Up to and including the line with "position:absolute; left:20px; top:20px;", restate every line of the records below word for word, from the first line on, leaving out the pictures.

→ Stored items
────────────────────────────────────────
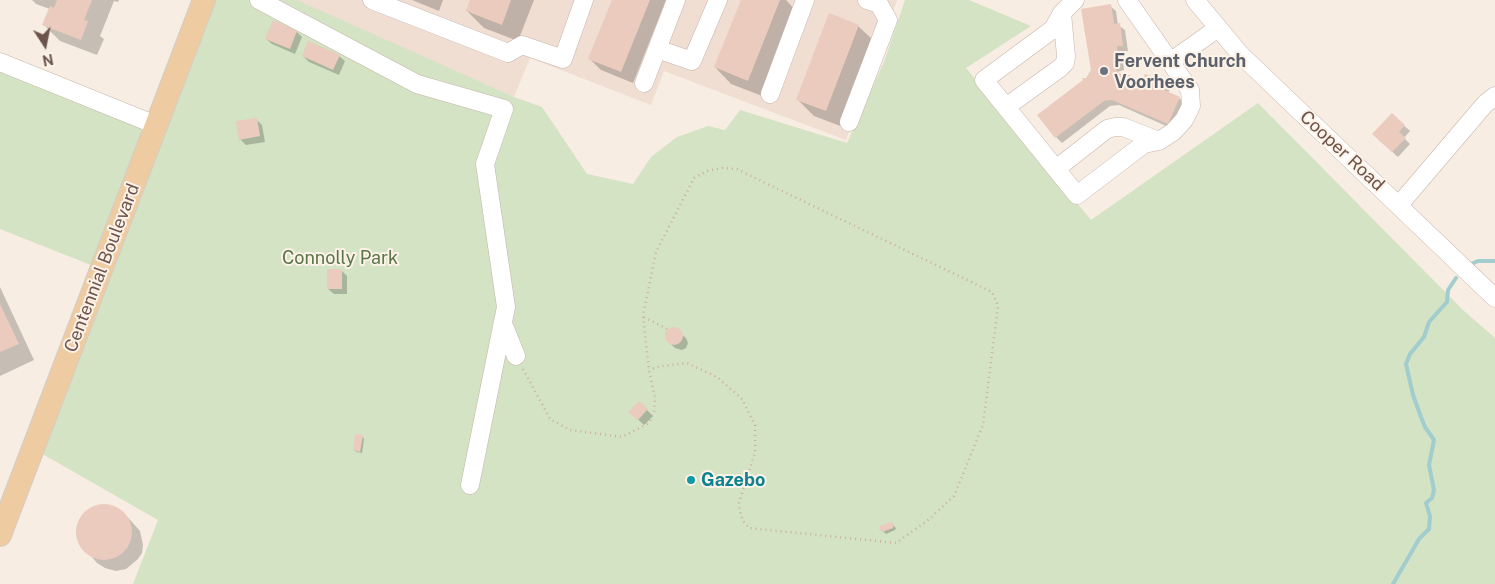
<!DOCTYPE html>
<html>
<head>
<meta charset="utf-8">
<style>
	body { margin:0 }
	#map { position:relative; width:1495px; height:584px; overflow:hidden; background:#f8ede2; font-family:"Public Sans",sans-serif }
	canvas { display:block }
	.north { position:absolute; left:20px; top:20px; width:50px; height:50px; -webkit-text-stroke:4px #fcf2e7; paint-order:stroke; rotate:169deg; font-size:14px; font-weight:700; line-height:20px; text-align:center; color:#6c544c }
	.north::after { content:''; display:block; margin:auto; width:18px; height:22px; background:#6c544c; clip-path:polygon(50% 0,100% 100%,50% 72%,0 100%) }
</style>
</head>
<body>
<div id="map">
<canvas width="1495" height="584"></canvas>
<div class="north">N</div>
</div>
<script>
const c = document.querySelector('canvas').getContext('2d');
c.lineJoin = 'round';
function paint(path, color) { c.fillStyle = color; c.fill(path, 'evenodd'); }
const shape = rows => new Path2D(rows.map(r => 'M' + r).join(''));
function trace(path, color, width, dash) { c.strokeStyle = color; c.lineWidth = width; c.lineCap = dash ? 'butt' : 'round'; c.setLineDash(dash || []); c.stroke(path); }
function label(font, color, halo, rows, align = 'center') {
  c.font = font + ' "Public Sans",sans-serif'; c.lineWidth = 4; c.setLineDash([]); c.textBaseline = 'middle'; c.strokeStyle = halo; c.fillStyle = color; for (const [text, x, y, turn = 0] of rows) {
    c.save(); c.translate(x, y); c.rotate((+turn || 0) * Math.PI / 180); c.textAlign = isNaN(turn) ? turn : align; if (halo) c.strokeText(text, 0, 0); c.fillText(text, 0, 0); c.restore();
  }
}
paint(shape([
	[289,0,897,0,846,140,664,71,651,105,530,58,514,97]
]), '#efded1');
paint(shape([
	[204,0,297,0,514,97,542,107,587,174,633,184,651,157,677,137,708,126,725,130,740,110,847,143,884,62,905,0,969,0,1031,26,966,68,1091,220,1258,103,1463,310,1495,338,1495,584,133,584,158,520,32,448,101,269,0,229,0,63,156,125]
]), '#d3e3c3');
paint(shape([
	[32,0,119,0,118,2,114,1,100,36,104,39,97,55,60,41,44,25,50,9,36,4],
	[412,0,443,0,439,11],
	[472,0,534,0,518,41,484,28,467,11],
	[613,0,666,0,633,83,601,70,589,58],
	[742,0,786,0,798,13,765,97,731,84,715,67],
	[1110,6,1116,11,1118,25,1125,30,1128,51,1122,52,1124,70,1117,72,1123,78,1143,82,1146,75,1164,83,1170,89,1168,93,1179,98,1185,103,1173,129,1119,105,1110,106,1062,143,1056,137,1092,70],
	[858,26,875,42,843,127,814,116,797,99],
	[297,32,302,37,295,54,272,44,266,39],
	[303,56,339,56,345,61,339,75,309,62],
	[1392,115,1410,131,1404,138,1410,144,1398,157,1379,140],
	[256,119,262,125,265,142,246,145,240,139],
	[341,270,347,276,347,294,334,294,328,289],
	[0,287,34,360,0,376],
	[674,329,686,338,688,343,686,348,682,350,675,348,669,342,667,336,670,330],
	[639,402,653,416,644,425,630,412],
	[362,436,364,439,362,453,357,452,354,450],
	[692,478,696,483,693,484,689,479],
	[105,505,115,507,123,512,140,531,143,545,142,553,138,559,126,569,116,571,105,568,97,563,80,543,77,529,82,517,94,507],
	[891,523,896,528,895,530,886,534,881,529]
]), '#0003');
trace(shape([
	[1469,265,1478,261,1495,261],
	[1393,584,1419,539,1429,529,1430,516,1426,503,1432,498,1434,490,1429,465,1434,440,1425,427,1421,417,1413,395,1406,364,1410,354,1424,337,1429,322,1447,302,1448,290,1456,278]
]), '#a1cdcf', 4);
paint(shape([
	[57,0,92,0,84,20,88,21,81,40,42,25,50,6,54,8],
	[470,0,511,0,502,25,466,11],
	[612,0,650,0,621,72,588,59],
	[741,0,780,0,748,81,714,67],
	[1111,4,1114,24,1120,23,1123,46,1117,46,1119,65,1113,67,1123,76,1124,73,1142,80,1145,74,1165,82,1162,89,1180,97,1168,124,1112,100,1104,101,1055,138,1037,115,1083,80,1082,78,1086,78,1091,70,1081,9],
	[829,13,859,25,826,111,796,100],
	[273,20,297,31,290,49,265,39],
	[308,41,340,55,333,70,302,56],
	[1392,113,1405,125,1399,132,1406,138,1392,152,1372,134],
	[257,118,260,136,239,140,236,121],
	[327,269,342,269,342,289,327,289],
	[0,304,19,344,0,352],
	'665 336a9 9 0 1 1 18 0a9 9 0 1 1-18 0Z',
	[639,401,648,409,638,420,628,412],
	[355,434,363,435,360,452,353,450],
	'687.5 479a3.5 3.5 0 1 1 7 0a3.5 3.5 0 1 1-7 0Z',
	'76 532a28 28 0 1 1 56 0a28 28 0 1 1-56 0Z',
	[891,522,894,524,893,528,882,532,879,529,880,526]
]), '#eacbbd');
const minor = shape([
	[259,0,417,84,504,109,485,164,506,307,470,485],
	[372,0,508,53,522,45,563,59,584,0],
	[1075,0,1062,13,1053,29,984,80,1077,195,1144,144,1159,141,1173,132,1184,120,1191,106,1190,90,1127,0],
	[1195,0,1240,54,1495,298],
	[657,49,692,61,718,0],
	[0,62,156,125],
	[1170,62,1218,28],
	[644,83,676,0],
	[770,94,805,0],
	[1006,107,1060,68,1065,63,1066,56,1062,13],
	[849,122,888,20,879,4,867,0],
	[1056,169,1107,129,1115,127,1123,127,1159,141],
	[1399,205,1485,104,1495,96],
	[503,324,516,356]
]);
const major = shape([
	[0,535,204,0]
]);
trace(minor, '#c7b5ab', 19);
trace(major, '#d3ccc9', 24);
trace(shape([
	[644,317,669,330],
	[523,369,550,419,570,430,622,437,649,423,654,411,655,398,649,370,643,316,656,252,694,178,707,171,722,168,737,169,751,176,992,292,998,306,983,425,954,496,927,521,896,543,749,528,743,521,740,512,739,503,755,452,755,425,742,399,717,377,687,363,662,366,649,370]
]), '#ceaea1', 2.5, [1, 4]);
trace(minor, '#fff', 18);
trace(major, '#efcba2', 22);
for (const [x, y, r, color] of [
	[1104,71,5,"#6b7280"],
	[691,480,5,"#0f9aa8"]
]) { const dot = new Path2D(); dot.arc(x, y, r, 0, 2 * Math.PI); c.fillStyle = color; c.fill(dot); trace(dot, '#fcf2e7', 2); }
label('bold 18px', '#5b616d', '#fcf2e7', [
	["Fervent Church",1114,61],
	["Voorhees",1114,82]
], 'left');
label('18px', '#6c544c', '#fcf2e7', [
	["Cooper Road",1342,151,43],
	["Centennial Boulevard",102,268,-69]
]);
label('18px', '#5b7649', '#fcf2e7', [
	["Connolly Park",340,258]
]);
label('bold 18px', '#0d838f', '#fcf2e7', [
	["Gazebo",701,480]
], 'left');
</script>
</body>
</html>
────────────────────────────────────────
→ FINISHED TASK
<!DOCTYPE html>
<html>
<head>
<meta charset="utf-8">
<style>
	body { margin:0 }
	#map { position:relative; width:1495px; height:584px; overflow:hidden; background:#f8ede2; font-family:"Public Sans",sans-serif }
	canvas { display:block }
	.north { position:absolute; left:20px; top:20px; width:50px; height:50px; -webkit-text-stroke:4px #fcf2e7; paint-order:stroke; rotate:169deg; font-size:14px; font-weight:700; line-height:20px; text-align:center; color:#6c544c }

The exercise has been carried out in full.